About this task
Exactly as written, return the entries below, minus any pictures.

Provided records

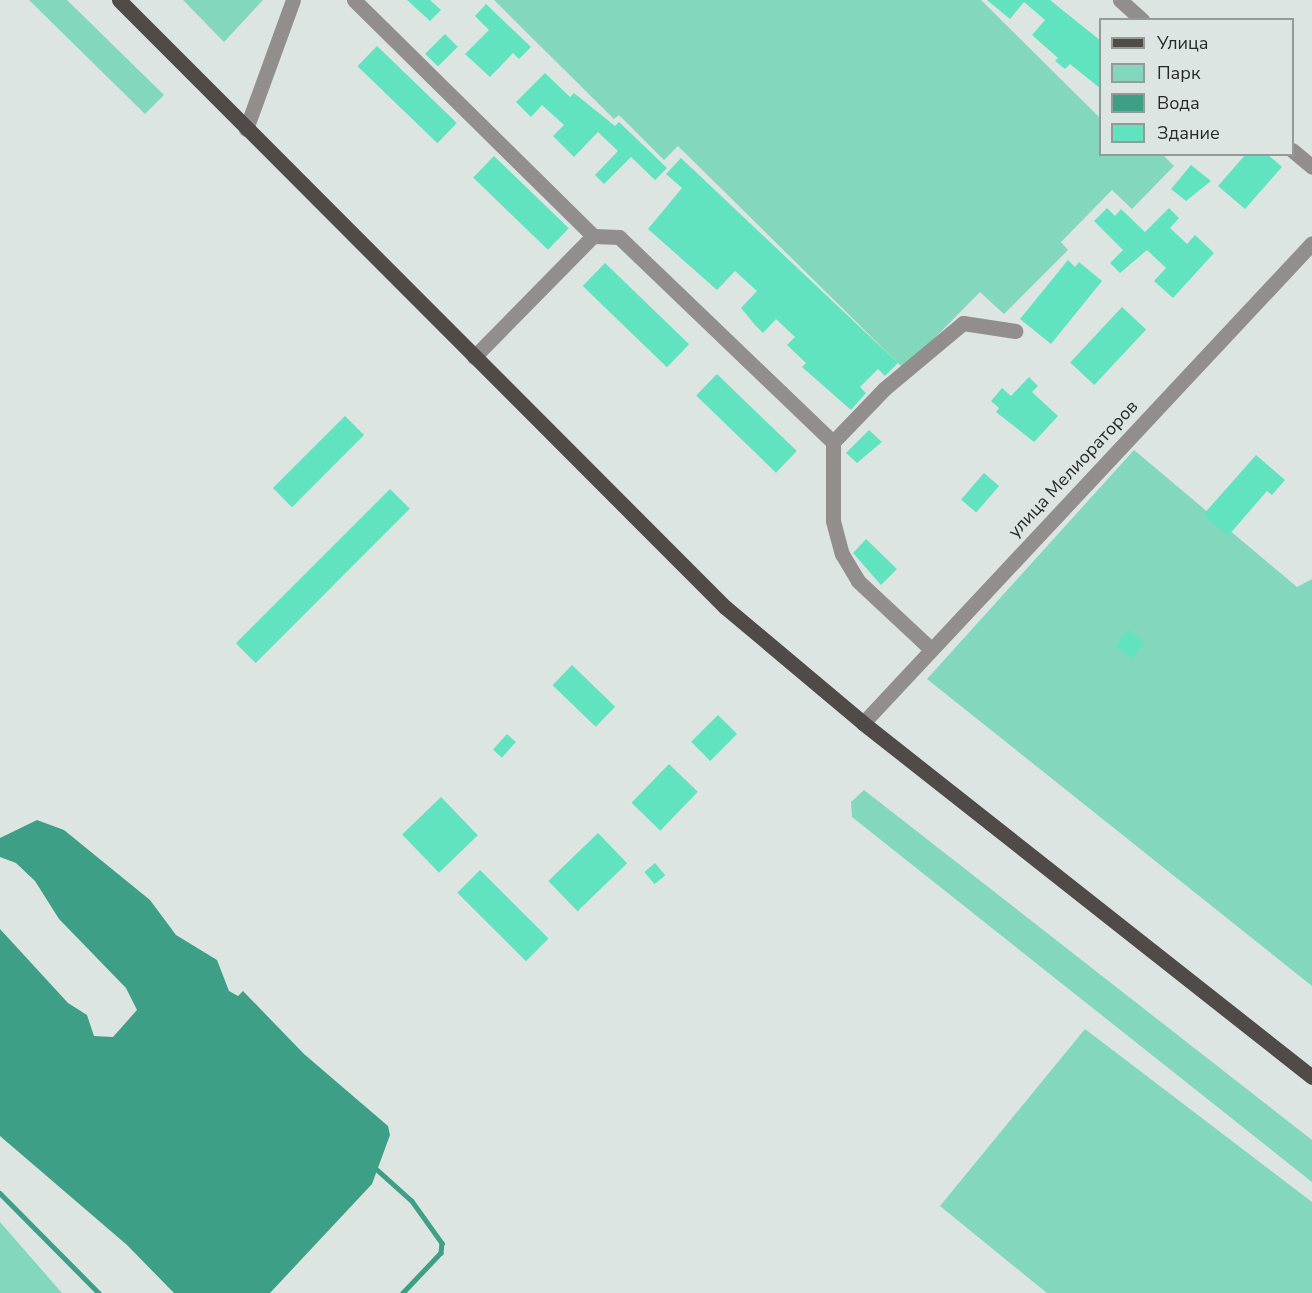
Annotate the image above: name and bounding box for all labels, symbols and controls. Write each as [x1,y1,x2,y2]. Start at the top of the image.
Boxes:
legend [1099,18,1294,156]
text: Улица [1157,31,1208,55]
text: Парк [1157,61,1200,85]
text: Вода [1157,91,1200,115]
text: Здание [1157,121,1220,145]
street label: улица Мелиораторов [1004,396,1142,542]

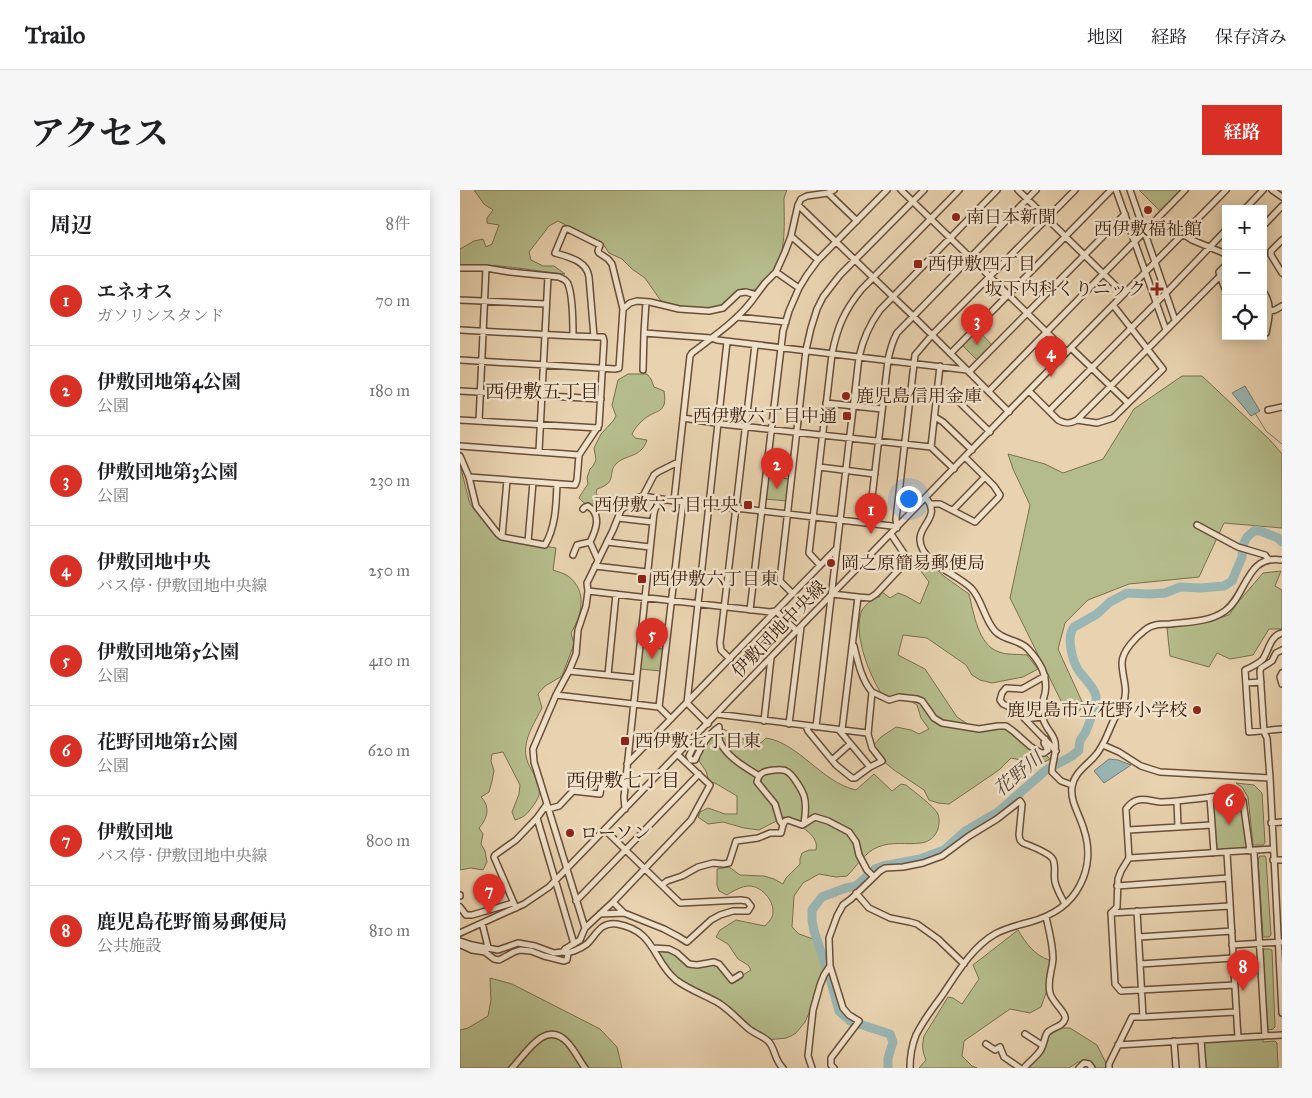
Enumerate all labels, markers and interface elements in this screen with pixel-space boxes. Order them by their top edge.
text: Trailo [25,20,85,50]
text: 地図 [1087,26,1123,48]
text: 経路 [1151,26,1187,48]
text: 保存済み [1215,26,1287,48]
button: 経路 [1202,105,1282,155]
text: アクセス [30,112,169,155]
marker: 西伊敷福祉館 [1142,204,1154,216]
map controls [1222,205,1267,340]
button: + [1222,205,1267,250]
place label: 南日本新聞 [966,206,1056,228]
marker: 南日本新聞 [950,211,962,223]
text: 周辺 [50,212,92,238]
text: 8件 [385,214,410,233]
place label: 西伊敷福祉館 [1094,218,1202,240]
button: − [1222,250,1267,295]
place label: 西伊敷四丁目 [928,253,1036,275]
marker: 西伊敷四丁目 [912,258,924,270]
place label: 坂下内科くりニック [985,278,1146,300]
text: エネオス [97,280,173,303]
marker: 坂下内科くりニック [1150,282,1164,296]
text: 1 [63,291,69,310]
text: 70 m [375,291,410,310]
button: locate [1222,295,1267,340]
pin: 3 [961,304,993,345]
text: ガソリンスタンド [97,306,225,325]
pin: 4 [1035,336,1067,377]
text: 伊敷団地第4公園 [97,370,241,393]
district label: 西伊敷五丁目 [485,380,599,403]
text: 2 [62,381,70,400]
text: 180 m [369,381,410,400]
place label: 鹿児島信用金庫 [856,385,982,407]
marker: 鹿児島信用金庫 [840,390,852,402]
text: 公園 [97,396,129,415]
place label: 西伊敷六丁目中通 [693,405,837,427]
marker: 西伊敷六丁目中通 [841,410,853,422]
pin: 2 [761,448,793,489]
text: 伊敷団地第3公園 [97,460,238,483]
text: 3 [63,471,69,490]
text: 230 m [370,471,410,490]
text: 公園 [97,486,129,505]
your location [896,486,922,512]
pin: 1 [855,493,887,534]
place label: 西伊敷六丁目中央 [594,494,738,516]
marker: 西伊敷六丁目中央 [742,499,754,511]
text: 伊敷団地中央 [97,550,211,573]
place label: 岡之原簡易郵便局 [841,552,985,574]
marker: 岡之原簡易郵便局 [825,557,837,569]
text: 4 [62,561,70,580]
text: 250 m [369,561,410,580]
place label: 西伊敷六丁目東 [652,568,778,590]
marker: 西伊敷六丁目東 [636,573,648,585]
text: バス停 · 伊敷団地中央線 [97,576,267,595]
street label: 伊敷団地中央線 [727,576,831,682]
pin: 5 [636,618,668,659]
text: 伊敷団地第5公園 [97,640,239,663]
text: 5 [62,651,70,670]
text: 410 m [369,651,410,670]
text: 公園 [97,666,129,685]
place label: 鹿児島市立花野小学校 [1007,699,1187,721]
marker: 鹿児島市立花野小学校 [1191,704,1203,716]
text: 花野団地第1公園 [97,730,238,753]
place label: 西伊敷七丁目東 [635,730,761,752]
marker: 西伊敷七丁目東 [619,735,631,747]
text: 6 [62,741,70,760]
text: 620 m [368,741,410,760]
water label: 花野川 [989,746,1049,801]
text: 公園 [97,756,129,775]
district label: 西伊敷七丁目 [566,769,680,792]
pin: 6 [1213,784,1245,825]
text: 伊敷団地 [97,820,173,843]
place label: ローソン [580,822,651,844]
marker: ローソン [564,827,576,839]
text: 7 [62,831,70,850]
text: 800 m [366,831,410,850]
text: バス停 · 伊敷団地中央線 [97,846,267,865]
pin: 7 [473,874,505,915]
text: 鹿児島花野簡易郵便局 [97,910,287,933]
text: 8 [62,921,70,940]
text: 810 m [369,921,410,940]
text: 公共施設 [97,936,161,955]
pin: 8 [1227,950,1259,991]

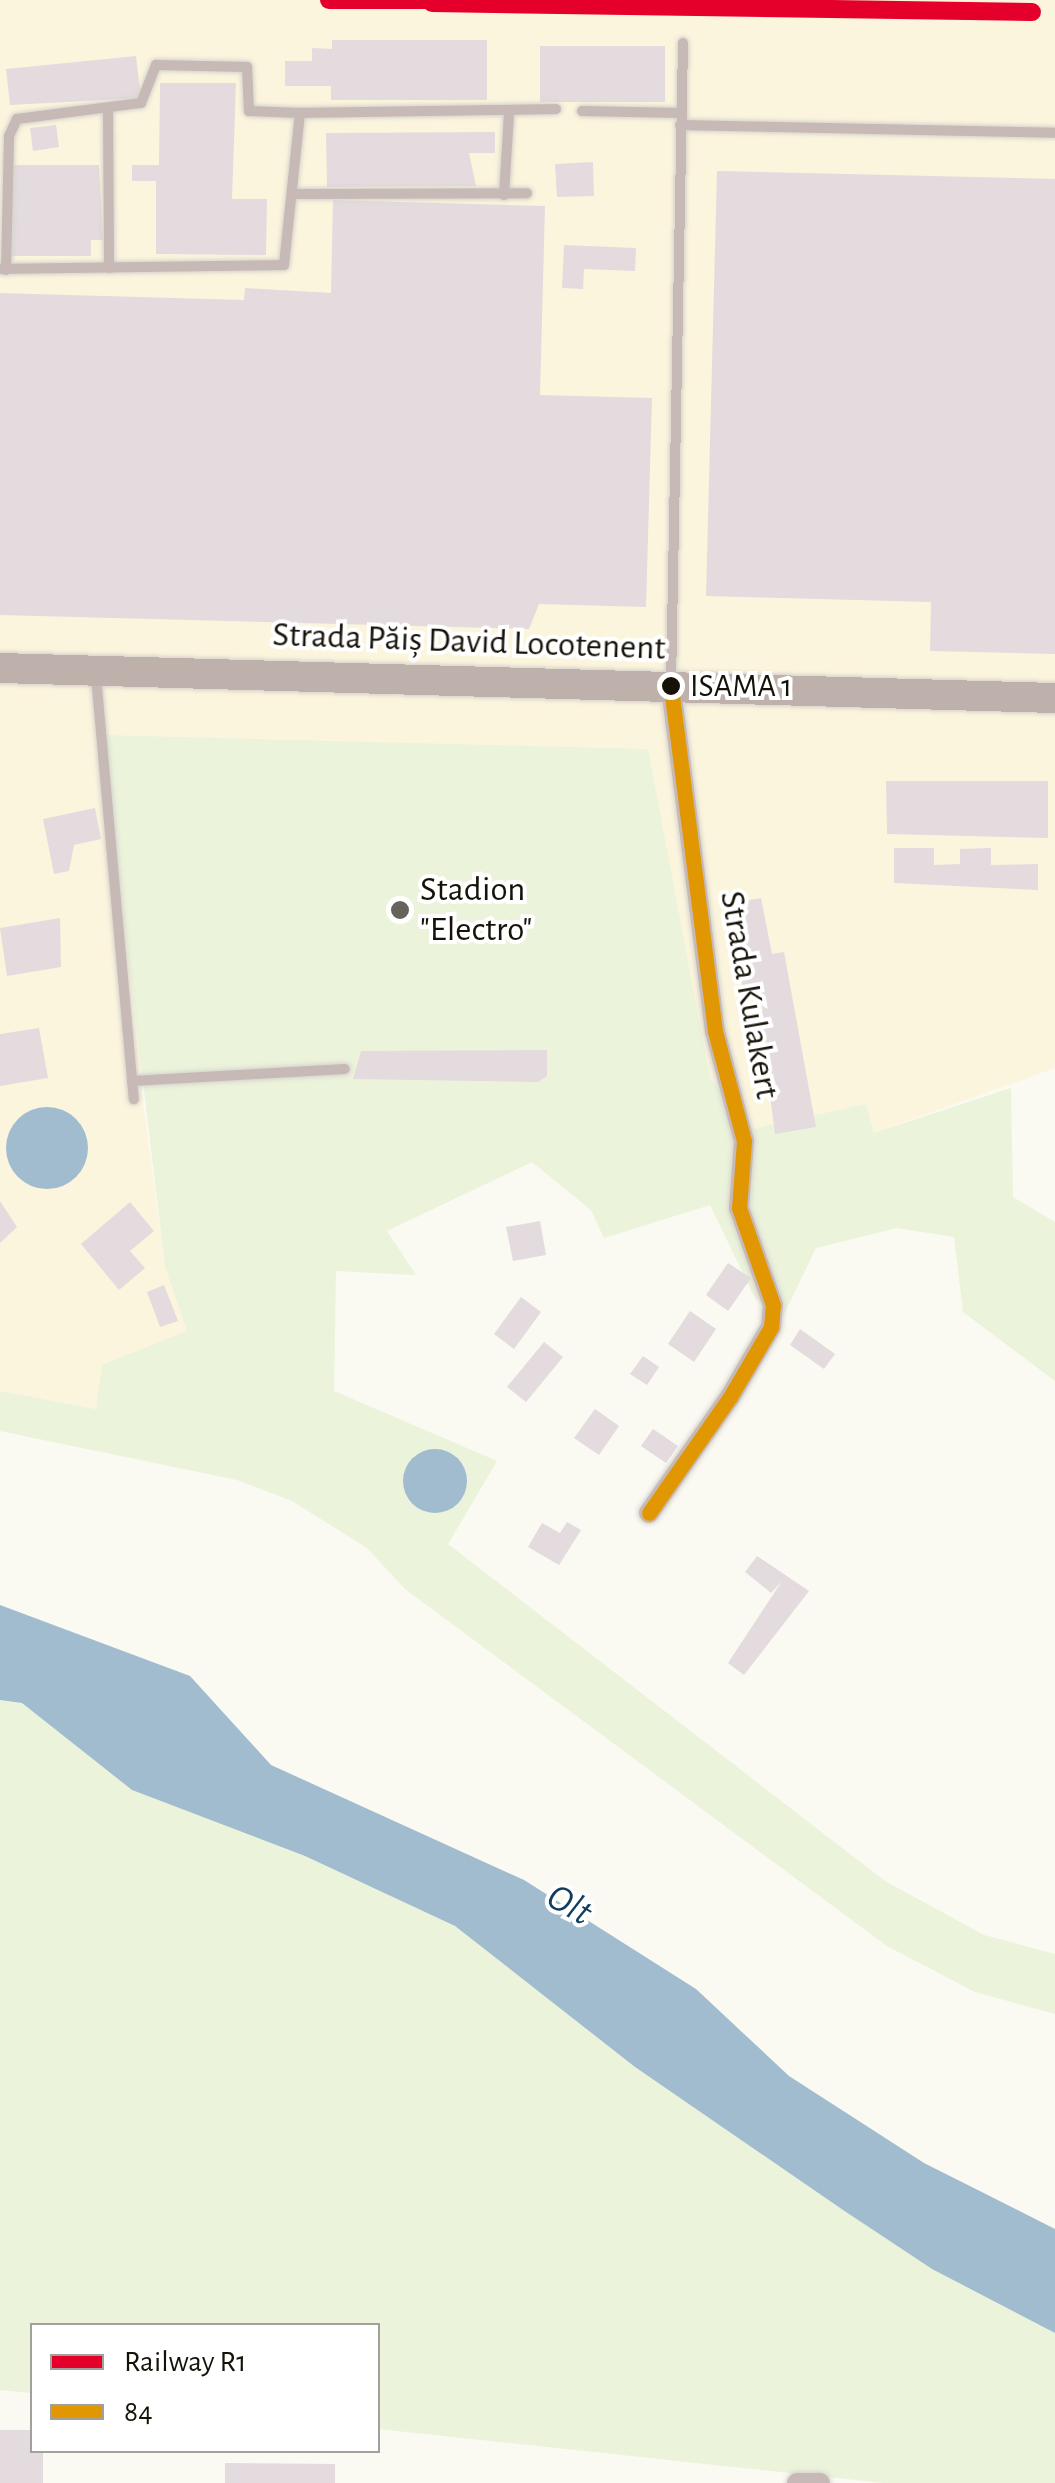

Exercise response
Annotate the image above: name and bounding box for all labels, symbols and controls. Write each as [x1,y1,x2,y2]. Start at the top of the image.
Boxes:
legend [1099,18,1294,156]
text: Улица [1157,31,1208,55]
text: Парк [1157,61,1200,85]
text: Вода [1157,91,1200,115]
text: Здание [1157,121,1220,145]
street label: улица Мелиораторов [1004,396,1142,542]

Enumerate all labels, markers and interface elements in this screen with pixel-space boxes. Order them by their top edge.
text: Trailo [25,20,85,50]
text: 地図 [1087,26,1123,48]
text: 経路 [1151,26,1187,48]
text: 保存済み [1215,26,1287,48]
button: 経路 [1202,105,1282,155]
text: アクセス [30,112,169,155]
marker: 西伊敷福祉館 [1142,204,1154,216]
map controls [1222,205,1267,340]
button: + [1222,205,1267,250]
place label: 南日本新聞 [966,206,1056,228]
marker: 南日本新聞 [950,211,962,223]
text: 周辺 [50,212,92,238]
text: 8件 [385,214,410,233]
place label: 西伊敷福祉館 [1094,218,1202,240]
button: − [1222,250,1267,295]
place label: 西伊敷四丁目 [928,253,1036,275]
marker: 西伊敷四丁目 [912,258,924,270]
place label: 坂下内科くりニック [985,278,1146,300]
text: エネオス [97,280,173,303]
marker: 坂下内科くりニック [1150,282,1164,296]
text: 1 [63,291,69,310]
text: 70 m [375,291,410,310]
button: locate [1222,295,1267,340]
pin: 3 [961,304,993,345]
text: ガソリンスタンド [97,306,225,325]
pin: 4 [1035,336,1067,377]
text: 伊敷団地第4公園 [97,370,241,393]
district label: 西伊敷五丁目 [485,380,599,403]
text: 2 [62,381,70,400]
text: 180 m [369,381,410,400]
place label: 鹿児島信用金庫 [856,385,982,407]
marker: 鹿児島信用金庫 [840,390,852,402]
text: 公園 [97,396,129,415]
place label: 西伊敷六丁目中通 [693,405,837,427]
marker: 西伊敷六丁目中通 [841,410,853,422]
pin: 2 [761,448,793,489]
text: 伊敷団地第3公園 [97,460,238,483]
text: 3 [63,471,69,490]
text: 230 m [370,471,410,490]
text: 公園 [97,486,129,505]
your location [896,486,922,512]
pin: 1 [855,493,887,534]
place label: 西伊敷六丁目中央 [594,494,738,516]
marker: 西伊敷六丁目中央 [742,499,754,511]
text: 伊敷団地中央 [97,550,211,573]
place label: 岡之原簡易郵便局 [841,552,985,574]
marker: 岡之原簡易郵便局 [825,557,837,569]
text: 4 [62,561,70,580]
text: 250 m [369,561,410,580]
place label: 西伊敷六丁目東 [652,568,778,590]
marker: 西伊敷六丁目東 [636,573,648,585]
text: バス停 · 伊敷団地中央線 [97,576,267,595]
street label: 伊敷団地中央線 [727,576,831,682]
pin: 5 [636,618,668,659]
text: 伊敷団地第5公園 [97,640,239,663]
text: 5 [62,651,70,670]
text: 410 m [369,651,410,670]
text: 公園 [97,666,129,685]
place label: 鹿児島市立花野小学校 [1007,699,1187,721]
marker: 鹿児島市立花野小学校 [1191,704,1203,716]
text: 花野団地第1公園 [97,730,238,753]
place label: 西伊敷七丁目東 [635,730,761,752]
marker: 西伊敷七丁目東 [619,735,631,747]
text: 6 [62,741,70,760]
text: 620 m [368,741,410,760]
water label: 花野川 [989,746,1049,801]
text: 公園 [97,756,129,775]
district label: 西伊敷七丁目 [566,769,680,792]
pin: 6 [1213,784,1245,825]
text: 伊敷団地 [97,820,173,843]
place label: ローソン [580,822,651,844]
marker: ローソン [564,827,576,839]
text: 7 [62,831,70,850]
text: 800 m [366,831,410,850]
text: バス停 · 伊敷団地中央線 [97,846,267,865]
pin: 7 [473,874,505,915]
text: 鹿児島花野簡易郵便局 [97,910,287,933]
text: 8 [62,921,70,940]
text: 810 m [369,921,410,940]
text: 公共施設 [97,936,161,955]
pin: 8 [1227,950,1259,991]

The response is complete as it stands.